Part one suggested contemporary Portugal was a restless nation, and part two further explores the notion that the severe austerity measures “executed by a government devoid of social justice,” as per onscreen text, have thrown the country into disarray and despair, though some hope always remains.
The first of the three stories recounted here is the oddly titled, 37-minute yarn "The Chronicle of the Escape of Simao 'Without Bowels.'" Chico Chapas plays the titular lead here, and his somewhat haggard appearance but limber movements and scrawny frame are perfect for this story of an old man, Simao, who never gets fat even though he eats a lot — hence the suggestion he doesn’t have any bowels — and who roams the countryside without a fixed abode, trying to elude the police, who are looking for him for several murders.
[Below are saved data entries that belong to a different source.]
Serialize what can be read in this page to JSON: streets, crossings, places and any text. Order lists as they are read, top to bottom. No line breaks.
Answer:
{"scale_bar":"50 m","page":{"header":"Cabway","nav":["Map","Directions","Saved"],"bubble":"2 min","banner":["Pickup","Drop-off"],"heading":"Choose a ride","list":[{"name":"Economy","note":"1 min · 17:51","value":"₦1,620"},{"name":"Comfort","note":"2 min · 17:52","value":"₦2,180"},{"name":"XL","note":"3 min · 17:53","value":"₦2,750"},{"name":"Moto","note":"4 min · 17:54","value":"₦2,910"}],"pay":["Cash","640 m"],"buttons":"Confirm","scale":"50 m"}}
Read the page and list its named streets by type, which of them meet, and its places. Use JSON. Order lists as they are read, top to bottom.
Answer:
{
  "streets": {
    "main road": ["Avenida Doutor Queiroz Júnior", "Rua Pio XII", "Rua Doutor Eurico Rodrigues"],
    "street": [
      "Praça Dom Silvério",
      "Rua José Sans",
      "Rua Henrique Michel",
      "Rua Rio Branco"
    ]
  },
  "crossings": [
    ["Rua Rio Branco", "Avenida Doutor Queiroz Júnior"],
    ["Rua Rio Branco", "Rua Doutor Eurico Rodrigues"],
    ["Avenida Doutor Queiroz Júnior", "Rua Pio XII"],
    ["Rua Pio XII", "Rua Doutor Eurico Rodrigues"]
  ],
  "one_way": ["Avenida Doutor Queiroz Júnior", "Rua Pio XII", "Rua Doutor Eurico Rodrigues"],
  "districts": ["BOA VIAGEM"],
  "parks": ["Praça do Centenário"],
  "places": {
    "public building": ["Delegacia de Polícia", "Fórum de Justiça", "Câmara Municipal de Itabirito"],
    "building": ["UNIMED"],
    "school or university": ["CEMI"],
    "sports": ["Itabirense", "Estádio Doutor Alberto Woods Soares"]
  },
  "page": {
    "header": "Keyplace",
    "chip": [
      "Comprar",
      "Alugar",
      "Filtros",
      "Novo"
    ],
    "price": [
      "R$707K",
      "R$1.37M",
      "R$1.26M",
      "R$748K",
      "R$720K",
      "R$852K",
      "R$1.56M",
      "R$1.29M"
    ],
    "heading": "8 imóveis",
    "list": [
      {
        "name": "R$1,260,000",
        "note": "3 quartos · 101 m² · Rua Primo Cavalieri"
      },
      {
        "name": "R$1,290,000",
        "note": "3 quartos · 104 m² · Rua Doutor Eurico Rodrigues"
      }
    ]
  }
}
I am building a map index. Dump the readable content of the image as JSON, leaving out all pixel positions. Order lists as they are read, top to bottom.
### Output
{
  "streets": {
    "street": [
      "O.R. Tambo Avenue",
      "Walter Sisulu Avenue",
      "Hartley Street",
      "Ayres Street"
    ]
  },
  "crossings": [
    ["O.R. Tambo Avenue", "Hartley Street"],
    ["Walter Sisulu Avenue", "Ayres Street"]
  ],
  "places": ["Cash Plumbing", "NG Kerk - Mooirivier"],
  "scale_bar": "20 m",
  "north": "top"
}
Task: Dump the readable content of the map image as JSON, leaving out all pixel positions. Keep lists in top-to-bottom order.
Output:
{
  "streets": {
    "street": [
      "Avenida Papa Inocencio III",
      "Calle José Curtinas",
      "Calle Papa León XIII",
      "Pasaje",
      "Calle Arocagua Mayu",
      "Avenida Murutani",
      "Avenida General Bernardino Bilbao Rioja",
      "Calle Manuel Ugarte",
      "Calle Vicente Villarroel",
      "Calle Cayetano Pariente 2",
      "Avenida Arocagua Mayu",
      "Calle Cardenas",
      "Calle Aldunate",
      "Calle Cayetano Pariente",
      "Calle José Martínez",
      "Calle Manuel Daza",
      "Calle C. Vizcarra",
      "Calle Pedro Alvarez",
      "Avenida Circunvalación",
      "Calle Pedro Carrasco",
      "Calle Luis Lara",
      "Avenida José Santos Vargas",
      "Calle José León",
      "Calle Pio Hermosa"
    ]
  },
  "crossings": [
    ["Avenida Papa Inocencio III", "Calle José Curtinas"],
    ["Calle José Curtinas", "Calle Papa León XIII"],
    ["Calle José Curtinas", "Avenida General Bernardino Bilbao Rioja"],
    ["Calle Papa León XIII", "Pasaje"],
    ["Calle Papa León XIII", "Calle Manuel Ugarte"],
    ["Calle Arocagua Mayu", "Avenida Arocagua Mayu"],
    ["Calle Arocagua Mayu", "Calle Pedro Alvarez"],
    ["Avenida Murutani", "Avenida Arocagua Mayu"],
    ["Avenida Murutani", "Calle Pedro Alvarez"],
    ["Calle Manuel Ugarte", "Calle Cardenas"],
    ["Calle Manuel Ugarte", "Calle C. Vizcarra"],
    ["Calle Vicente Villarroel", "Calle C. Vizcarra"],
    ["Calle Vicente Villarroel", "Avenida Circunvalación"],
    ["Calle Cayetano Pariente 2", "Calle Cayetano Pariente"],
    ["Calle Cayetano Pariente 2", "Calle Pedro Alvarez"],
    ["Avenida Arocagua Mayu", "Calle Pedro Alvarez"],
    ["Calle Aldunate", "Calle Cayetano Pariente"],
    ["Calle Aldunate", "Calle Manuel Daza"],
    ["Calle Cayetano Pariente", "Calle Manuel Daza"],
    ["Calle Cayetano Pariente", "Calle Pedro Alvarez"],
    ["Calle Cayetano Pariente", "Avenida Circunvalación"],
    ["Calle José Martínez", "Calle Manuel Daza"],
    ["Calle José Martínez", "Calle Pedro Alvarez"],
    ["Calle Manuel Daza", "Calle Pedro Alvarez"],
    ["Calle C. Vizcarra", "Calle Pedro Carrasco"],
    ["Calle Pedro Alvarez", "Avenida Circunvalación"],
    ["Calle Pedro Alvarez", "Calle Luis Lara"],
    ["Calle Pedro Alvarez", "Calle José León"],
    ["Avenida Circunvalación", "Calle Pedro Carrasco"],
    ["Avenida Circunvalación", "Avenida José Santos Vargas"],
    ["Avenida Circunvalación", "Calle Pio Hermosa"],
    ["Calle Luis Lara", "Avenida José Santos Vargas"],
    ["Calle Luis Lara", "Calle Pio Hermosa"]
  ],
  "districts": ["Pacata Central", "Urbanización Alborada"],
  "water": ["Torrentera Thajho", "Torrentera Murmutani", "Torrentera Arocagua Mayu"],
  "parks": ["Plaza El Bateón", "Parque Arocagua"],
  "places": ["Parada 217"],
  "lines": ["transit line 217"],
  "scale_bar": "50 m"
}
For six weeks, 160 policemen were looking for him, Scheherazade tells us, but Gomes is not interested in the police-hunt aspect of the story. Instead, he stays close to Simao, which suggests how hard it is to survive off the grid in contemporary Europe but also, in an ironic turn of events, shows how someone with several murders to his name nonetheless became a local hero simply because he managed to defy the much-hated authorities for so long. Clearly, the enemy’s enemy is a friend even in crisis-hit Portugal.
The main event in part two, and the most overtly political segment of the entirely trilogy, is the second tale, "The Tears of the Judge." In a theatrically decked-out outdoor amphitheater, a stern female judge (Fernanda Loureiro), clad in Bordeaux-colored velvet robes, hears a case that starts out quite simply but quickly grows so convoluted that everyone in the audience turns out to be implicated. The absurdity of the plotting here, as the arbitrator tries to uncover the causes of a single criminal act but instead wades deeper and deeper into a morass of interconnected causes, suggests how criminal behavior can’t be understood on a simple case-by-case basis in which one cause leads to one effect. Instead, the whole system that surrounds the desperate acts of desperate people needs to be taken into consideration and improved so these acts won’t happen in the future. Full of theatrical speeches and flashes of mordant humor, such as when Gomes brings on a “lie detector” in the shape of a machete-wielding man, the outcome of this 40-minute segment is finally utterly depressing.